Du 1er janvier au 13 septembre 2020, un total de 4 594 cas suspects d'orthopoxvirose simienne (ou variole du singe), dont 171 décès (taux de létalité de 3,7 %), ont été signalés dans 127 zones sanitaires, dans 17 des 26 provinces de la République démocratique du Congo. Le premier pic épidémique a été observé au début de mars 2020 (semaine épidémiologique 10), 136 cas étant signalés chaque semaine (figure 1). Du 1er janvier au 7 août, l’Institut national de recherche biomédicale (INRB) a reçu 80 échantillons de cas suspects d'orthopoxvirose simienne, dont 39 échantillons confirmés positifs par PCR (réaction en chaîne par polymérase). Quatre des 80 échantillons provenaient de lésions cutanées (croûtes/vésicules), les échantillons restants étant des échantillons sanguins. Aucune autre information n’est actuellement disponible concernant l'état de santé de ces 80 patients dont les échantillons ont été testés. Les tests de confirmation sont toujours en cours.
Au cours de la même période en 2019, 3 794 cas suspects et 73 décès (taux de létalité 1,9 %) ont été signalés dans 120 zones sanitaires de 16 provinces, tandis que 2 850 cas suspects au total (taux de létalité 2,1 %) ont été rapportés en 2018.
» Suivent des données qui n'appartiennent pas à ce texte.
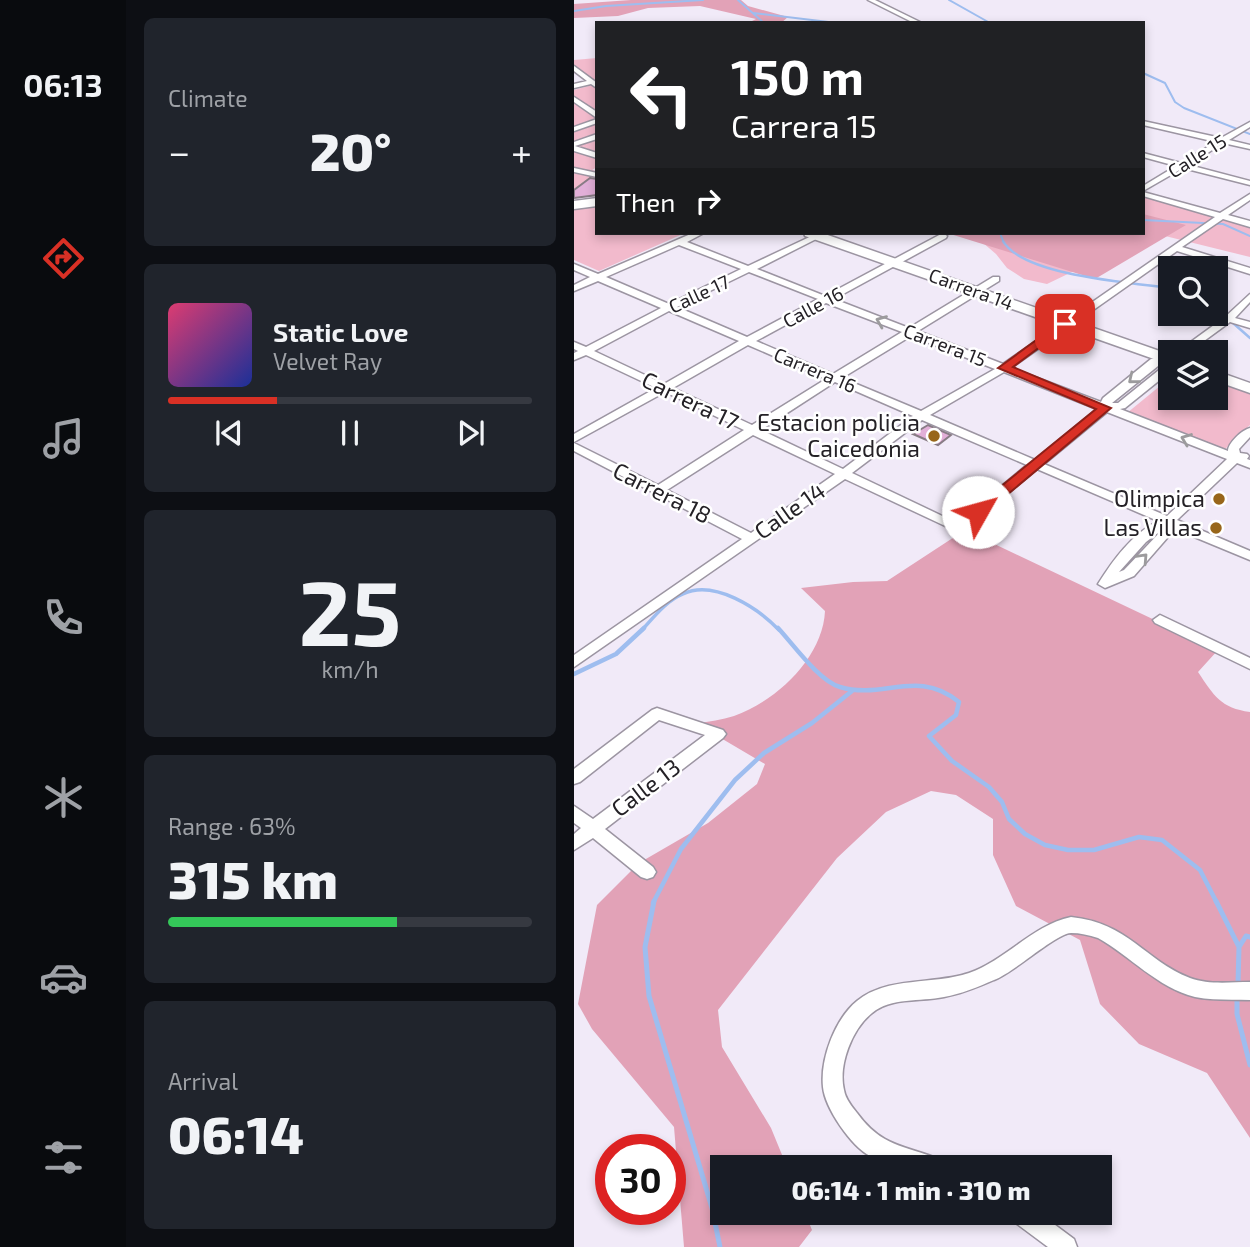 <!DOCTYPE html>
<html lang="en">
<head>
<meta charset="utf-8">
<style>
	:root { --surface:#171b24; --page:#20242c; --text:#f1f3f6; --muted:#9ea1a6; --line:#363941; --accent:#d93025 }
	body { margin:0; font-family:"Exo 2",sans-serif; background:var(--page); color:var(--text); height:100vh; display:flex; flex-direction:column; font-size:26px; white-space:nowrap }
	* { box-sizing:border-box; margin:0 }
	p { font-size:23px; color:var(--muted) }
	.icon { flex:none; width:38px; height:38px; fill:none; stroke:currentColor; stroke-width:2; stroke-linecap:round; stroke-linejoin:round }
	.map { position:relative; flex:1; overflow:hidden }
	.sheet { display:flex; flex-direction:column; gap:18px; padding:18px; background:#0d0f14; width:448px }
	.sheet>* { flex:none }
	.banner { position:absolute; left:21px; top:21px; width:550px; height:214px; border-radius:0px; box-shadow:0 4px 10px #0003; background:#202124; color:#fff; overflow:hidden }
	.buttons { position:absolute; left:584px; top:256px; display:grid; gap:14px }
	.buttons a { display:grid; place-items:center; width:70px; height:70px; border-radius:0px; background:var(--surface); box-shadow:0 4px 10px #0003; font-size:35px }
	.speed { position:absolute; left:21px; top:1134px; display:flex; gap:14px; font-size:35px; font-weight:700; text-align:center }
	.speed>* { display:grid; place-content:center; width:91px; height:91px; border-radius:50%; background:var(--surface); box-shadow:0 4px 10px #0003; line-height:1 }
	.speed .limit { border:10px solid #d22; background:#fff; color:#111 }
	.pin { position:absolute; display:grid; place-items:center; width:60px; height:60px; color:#fff; margin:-30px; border-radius:14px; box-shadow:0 4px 10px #0006 }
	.me { position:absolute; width:77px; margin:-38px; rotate:52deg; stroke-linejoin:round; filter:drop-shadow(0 0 5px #0008) }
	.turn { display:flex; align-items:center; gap:24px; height:147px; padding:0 21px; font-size:32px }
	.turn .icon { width:91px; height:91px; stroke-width:2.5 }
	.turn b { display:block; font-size:49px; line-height:60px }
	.then { display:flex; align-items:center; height:66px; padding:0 21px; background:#0003; gap:14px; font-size:26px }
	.big { font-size:52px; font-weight:800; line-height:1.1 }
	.sheet .widget { flex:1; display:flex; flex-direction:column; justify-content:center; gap:10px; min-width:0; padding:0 24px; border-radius:10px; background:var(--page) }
	.sheet .dial { align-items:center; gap:0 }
	.dial b { font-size:91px; line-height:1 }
	.song { display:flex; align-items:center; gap:21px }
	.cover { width:84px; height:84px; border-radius:10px; background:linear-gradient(135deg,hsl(340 70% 55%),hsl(230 70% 35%)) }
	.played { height:7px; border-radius:4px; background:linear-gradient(90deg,var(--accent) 30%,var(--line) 30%) }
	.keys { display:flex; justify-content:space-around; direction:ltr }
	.heat { display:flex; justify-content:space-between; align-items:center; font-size:38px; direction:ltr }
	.charge { height:10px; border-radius:5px; background:linear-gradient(90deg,#34c759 63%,var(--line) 0) }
	.trip { position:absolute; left:136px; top:1155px; width:402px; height:70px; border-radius:0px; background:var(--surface); box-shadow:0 4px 10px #0003; font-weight:800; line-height:70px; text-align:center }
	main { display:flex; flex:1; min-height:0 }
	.menu { display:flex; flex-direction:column; width:126px; justify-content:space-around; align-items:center; background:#090b0e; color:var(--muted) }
	.menu .icon { width:49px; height:49px }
	.menu .active { color:var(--accent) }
	.menu b { font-size:32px; color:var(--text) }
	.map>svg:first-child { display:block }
</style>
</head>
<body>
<main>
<nav class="menu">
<b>06:13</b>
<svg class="icon active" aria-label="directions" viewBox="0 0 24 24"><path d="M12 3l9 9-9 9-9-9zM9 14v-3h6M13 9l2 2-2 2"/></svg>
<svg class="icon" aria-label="music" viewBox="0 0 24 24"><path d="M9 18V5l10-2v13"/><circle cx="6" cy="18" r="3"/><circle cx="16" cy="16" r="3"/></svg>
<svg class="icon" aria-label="phone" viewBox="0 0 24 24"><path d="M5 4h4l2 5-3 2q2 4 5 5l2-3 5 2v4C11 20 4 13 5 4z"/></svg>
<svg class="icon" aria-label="climate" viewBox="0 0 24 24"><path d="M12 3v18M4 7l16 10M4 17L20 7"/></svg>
<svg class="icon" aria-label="car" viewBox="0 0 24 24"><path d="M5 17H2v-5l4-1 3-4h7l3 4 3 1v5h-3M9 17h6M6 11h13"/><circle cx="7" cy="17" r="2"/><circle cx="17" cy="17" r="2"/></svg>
<svg class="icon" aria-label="filters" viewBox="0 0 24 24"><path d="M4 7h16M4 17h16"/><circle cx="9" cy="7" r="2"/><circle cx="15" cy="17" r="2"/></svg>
</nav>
<section class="sheet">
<div class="widget"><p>Climate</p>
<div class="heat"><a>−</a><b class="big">20°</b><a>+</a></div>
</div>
<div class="widget">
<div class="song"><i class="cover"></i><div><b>Static Love</b><p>Velvet Ray</p></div></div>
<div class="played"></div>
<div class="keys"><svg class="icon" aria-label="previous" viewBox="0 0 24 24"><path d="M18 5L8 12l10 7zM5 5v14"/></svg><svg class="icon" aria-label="pause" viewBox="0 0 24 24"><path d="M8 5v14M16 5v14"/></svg><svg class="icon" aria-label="next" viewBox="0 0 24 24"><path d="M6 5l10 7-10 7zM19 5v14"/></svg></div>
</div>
<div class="widget dial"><b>25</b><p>km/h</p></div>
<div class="widget"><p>Range · 63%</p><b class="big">315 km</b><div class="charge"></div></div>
<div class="widget"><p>Arrival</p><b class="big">06:14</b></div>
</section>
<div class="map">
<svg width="676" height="1247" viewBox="0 0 676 1247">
	<rect width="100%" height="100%" fill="#f1eaf8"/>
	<path fill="#f2bacc" d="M23,58V167L18,170L23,171V195L0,198V90L22,84L0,66V60Z
		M569,197L676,226V257L579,233L473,284L450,279L433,268L422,254L408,242L569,233Z
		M23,203V233H111L25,271L0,260V208Z
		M597,377V397H642V381L676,393V425L650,450L553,413Z"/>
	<path fill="#e2a2b7" d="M57,0H167L174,6L214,17L207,23H174L182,19L126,6L74,8L44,16L0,18V4Z
		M569,214L612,225L521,279L373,233H569Z
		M391,530L644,650L624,672C640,696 647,708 676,712V1138L633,1073L565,1044L526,1004L506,940L442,906L419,855V819L382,795L357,791L312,812L263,858L144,1010L148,1047L197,1128L213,1167H149V1213H231L238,1230L225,1247H110L100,1127L18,1029L4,1004L23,905L65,863L134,823L183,784L191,764L123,724C135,721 148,720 160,716C203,701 249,657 251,611L227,588L279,582L313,581Z"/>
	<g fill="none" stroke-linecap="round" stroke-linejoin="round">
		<path stroke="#9ebdef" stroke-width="2" d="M164,0L190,23
			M375,0L416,23
			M0,11L32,6L129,0
			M179,13L263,23
			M569,73L591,83L601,102L610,108L676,134
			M569,220L649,224L676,236
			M426,233L430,243"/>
		<path stroke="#9ebdef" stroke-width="2.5" d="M429,241C449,276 559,283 597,288
			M642,308L676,338"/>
		<path stroke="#9ebdef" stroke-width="3.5" d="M68,630C80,617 92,601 109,594C140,579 184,608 205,630"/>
		<path stroke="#9ebdef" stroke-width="4.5" d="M204,628C219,644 245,681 266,687C310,700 343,668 385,702L382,715L355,736L378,761L415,787L428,802L435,819L451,834L471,845L494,850H520L565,837L588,840L626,870L643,903
			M0,674L42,654L70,628
			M79,903L107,849L161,780L190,753L238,723L278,691"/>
		<path stroke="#9ebdef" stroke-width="5" d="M80,901L71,947L75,996L138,1208L146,1247
			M642,901L665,947L664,984
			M665,947L672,936L676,937
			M663,995V1014L676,1065"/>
	</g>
	<path fill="#e2afd8" stroke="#887c85" stroke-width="2" d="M16,178L23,179V195L0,198V190Z
		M354,425L377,435L364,445L339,434Z"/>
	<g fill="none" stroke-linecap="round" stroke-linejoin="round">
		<defs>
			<path id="minor" d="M294,0H301L348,23H340Z
				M0,66L23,83V88L17,84L0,88V84L13,81L0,71Z
				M0,97L23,112V118L0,102Z
				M23,119V123L0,131V127Z
				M569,121L647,138L676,122V127L655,140L676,145V149L649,143L615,165L676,181V185L609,168L569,191V186L602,166L569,157V153L607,163L642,142L569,125Z
				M23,134V139L1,146L23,153V158L0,151V142Z
				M0,168L23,173V177L0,172Z
				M569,192L646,213L676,194V200L654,215L676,221V227L649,219L608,247L676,268V274L603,251L437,368L527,402L529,398L577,359L597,354V371L551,408L546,409L654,451C654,443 668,430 676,428V437L665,449L666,453L673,454L675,456L673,459L676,460V468L663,463L603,520L676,551V560L601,529L560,576L531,588L524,584C539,560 558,534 584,521L463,469L388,531L384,532L271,479L0,667V655L168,539L0,451V443L84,485L170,430L91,392L0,442V434L82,388L12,355L0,360V353L4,351L0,349V342L12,347L87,308L24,281L0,291V285L16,277L0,270V264L24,274L119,233H130L113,242L174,266L244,233H254L183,269L251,296L369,233L373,236L372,238L260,299L335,328L419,277H425V281L344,331L429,364L641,217L569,196ZM105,245L167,269L95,304L32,277ZM175,272L244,299L173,337L103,307ZM252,303L328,332L259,374L182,341ZM95,311L165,341L90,384L20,351ZM337,336L421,369L347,411L268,378ZM174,345L252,379L178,425L99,388ZM589,362L590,366L544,403H538ZM430,372L523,409L461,460L356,415ZM261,382L339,416L269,469L187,430ZM533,412L653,459L593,516L470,464ZM348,420L453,465L383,523L278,473ZM179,435L261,474L177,533L93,490ZM589,529L550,570L545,572L572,542Z
				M676,294V302L661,318L676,322V328L656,322L615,352H603L651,317Z
				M586,615L676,658V669L581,623L579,620Z
				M83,708L149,730L152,734L149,738L31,829L79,867L82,872L79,877L73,879L67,877L19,838L0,850V834L7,828L0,823V806L19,819L131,735L85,720L6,782L0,784V769L78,710Z
				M497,917C555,923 570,960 616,978C634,985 657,982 676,982V1000C658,999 639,1001 621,997C584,988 556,956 524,938C515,935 506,933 497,933C481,934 441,972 420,980C404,987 387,994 370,997C346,1002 317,997 298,1013C278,1029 264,1065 270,1090C271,1098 278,1107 283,1113C308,1147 329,1145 365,1159L368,1167C342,1168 319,1168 296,1156C277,1146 251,1108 249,1087C246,1059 261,1019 283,1001C313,976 360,985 395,973C432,960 459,925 497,917Z
				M436,1213H465L500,1239L503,1247H474L439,1221Z"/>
			<path id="secondary" d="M23,198V206L0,209V201Z
				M230,233H248L597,355V365L231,236Z
				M642,371L676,383V393L642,381Z"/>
		</defs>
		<use href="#minor" stroke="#9c95a2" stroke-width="3"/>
		<use href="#secondary" stroke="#9c95a2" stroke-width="3"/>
		<use href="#minor" fill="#fff" fill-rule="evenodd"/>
		<use href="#secondary" fill="#fff" fill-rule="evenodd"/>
	</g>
	<defs><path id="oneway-chevron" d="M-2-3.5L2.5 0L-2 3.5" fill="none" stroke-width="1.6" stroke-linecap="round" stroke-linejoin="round" transform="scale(1.75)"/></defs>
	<g stroke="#9c9b9d">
		<use href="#oneway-chevron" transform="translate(307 321) rotate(-158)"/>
		<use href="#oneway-chevron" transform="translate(559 379) rotate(141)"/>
		<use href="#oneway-chevron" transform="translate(612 439) rotate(-159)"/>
		<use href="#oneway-chevron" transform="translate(569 558) rotate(-47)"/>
	</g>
	<path fill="#d93025" stroke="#8d1f18" stroke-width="2" d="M487,322L497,324L439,367L537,408L409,515H399V509L522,409L424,368Z"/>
	<g fill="#98661a" stroke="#fff" stroke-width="2.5">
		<circle cx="360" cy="436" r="7"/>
		<circle cx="645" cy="499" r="7"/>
		<circle cx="642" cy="528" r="7"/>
	</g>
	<g text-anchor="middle" stroke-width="5" stroke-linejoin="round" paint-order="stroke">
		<g font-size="19" fill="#242126" stroke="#fff">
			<text transform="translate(623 156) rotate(-32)" y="7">Calle 15</text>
			<text transform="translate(397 289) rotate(20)" y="7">Carrera 14</text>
			<text transform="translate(125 294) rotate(-25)" y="7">Calle 17</text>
			<text transform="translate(239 307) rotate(-28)" y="7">Calle 16</text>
			<text transform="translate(371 345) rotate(21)" y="7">Carrera 15</text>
			<text transform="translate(241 370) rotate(23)" y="7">Carrera 16</text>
		</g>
		<g font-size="23" fill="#242126" stroke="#fff">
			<text transform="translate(116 401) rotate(26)" y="8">Carrera 17</text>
			<text transform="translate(88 493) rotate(27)" y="8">Carrera 18</text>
			<text transform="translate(216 511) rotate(-35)" y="8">Calle 14</text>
			<text transform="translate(72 788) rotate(-37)" y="8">Calle 13</text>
		</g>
		<g font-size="23" fill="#242126" stroke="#fff" text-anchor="end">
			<text x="346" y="431">Estacion policia<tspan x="346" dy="26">Caicedonia</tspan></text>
			<text x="631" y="507">Olimpica</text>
			<text x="628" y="536">Las Villas</text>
		</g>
	</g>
</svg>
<div class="buttons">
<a><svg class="icon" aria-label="search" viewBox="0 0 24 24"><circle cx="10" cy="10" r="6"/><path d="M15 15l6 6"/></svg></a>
<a><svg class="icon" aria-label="layers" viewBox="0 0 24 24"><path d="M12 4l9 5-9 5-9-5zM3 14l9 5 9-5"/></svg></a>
</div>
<div class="speed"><div class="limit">30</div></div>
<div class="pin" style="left:491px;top:324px;background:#d93025"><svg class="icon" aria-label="arrive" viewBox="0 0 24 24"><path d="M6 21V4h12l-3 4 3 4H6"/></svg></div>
<svg class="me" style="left:404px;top:512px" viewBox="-20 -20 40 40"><circle r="19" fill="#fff"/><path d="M0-13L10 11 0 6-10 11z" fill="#d93025"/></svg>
<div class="trip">06:14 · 1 min · 310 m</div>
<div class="banner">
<div class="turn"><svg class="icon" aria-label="left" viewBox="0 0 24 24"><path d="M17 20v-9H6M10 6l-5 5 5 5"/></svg><div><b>150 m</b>Carrera 15</div></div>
<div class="then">Then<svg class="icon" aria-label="right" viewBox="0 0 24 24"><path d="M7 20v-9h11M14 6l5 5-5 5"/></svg></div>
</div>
</div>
</main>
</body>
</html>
Les provinces qui signalent le plus grand nombre de cas suspects sont Sankuru avec 973 (21,2 %) cas suspects, Mai-Ndombe avec 964 (21 %) cas suspects, Équateur avec 586 (12,8 %) cas suspects, Tshuapa avec 520 (11,3%) cas suspects et Mongala avec 518 (11,3 %) cas suspects (figure 2). Du 1er janvier au 13 septembre, la province de Kwilu signale le taux de mortalité le plus élevé : 16,7 % (1 décès/6 cas suspects), suivi de 8,1 % pour la province de Tshopo (17 décès/211 cas suspects) et de 7,8 % pour la province de Mai-Ndombe (75 décès/964 cas suspects).
Des flambées actives dans la province de Mai-Ndombe (située au sud de la province de l’Équateur, dans le nord-ouest du pays) ont été signalées depuis janvier 2020. La flambée dans la zone sanitaire d’Inongo (province de Mai-Ndombe) est l’une des flambées les plus préoccupantes, un quart du territoire de la province étant touché. Cette flambée se poursuit depuis juin 2020, représentant 65 % du nombre total de cas suspects, avec un taux de létalité estimé à 10 %. En outre, la zone de santé d’Inongo borde la zone de santé de Bikoro (province de l’Équateur) ; La province de l’Équateur, lieu de l’épidémie actuelle d’Ebola, est désormais aussi en proie à une flambée d'orthopoxvirose simienne.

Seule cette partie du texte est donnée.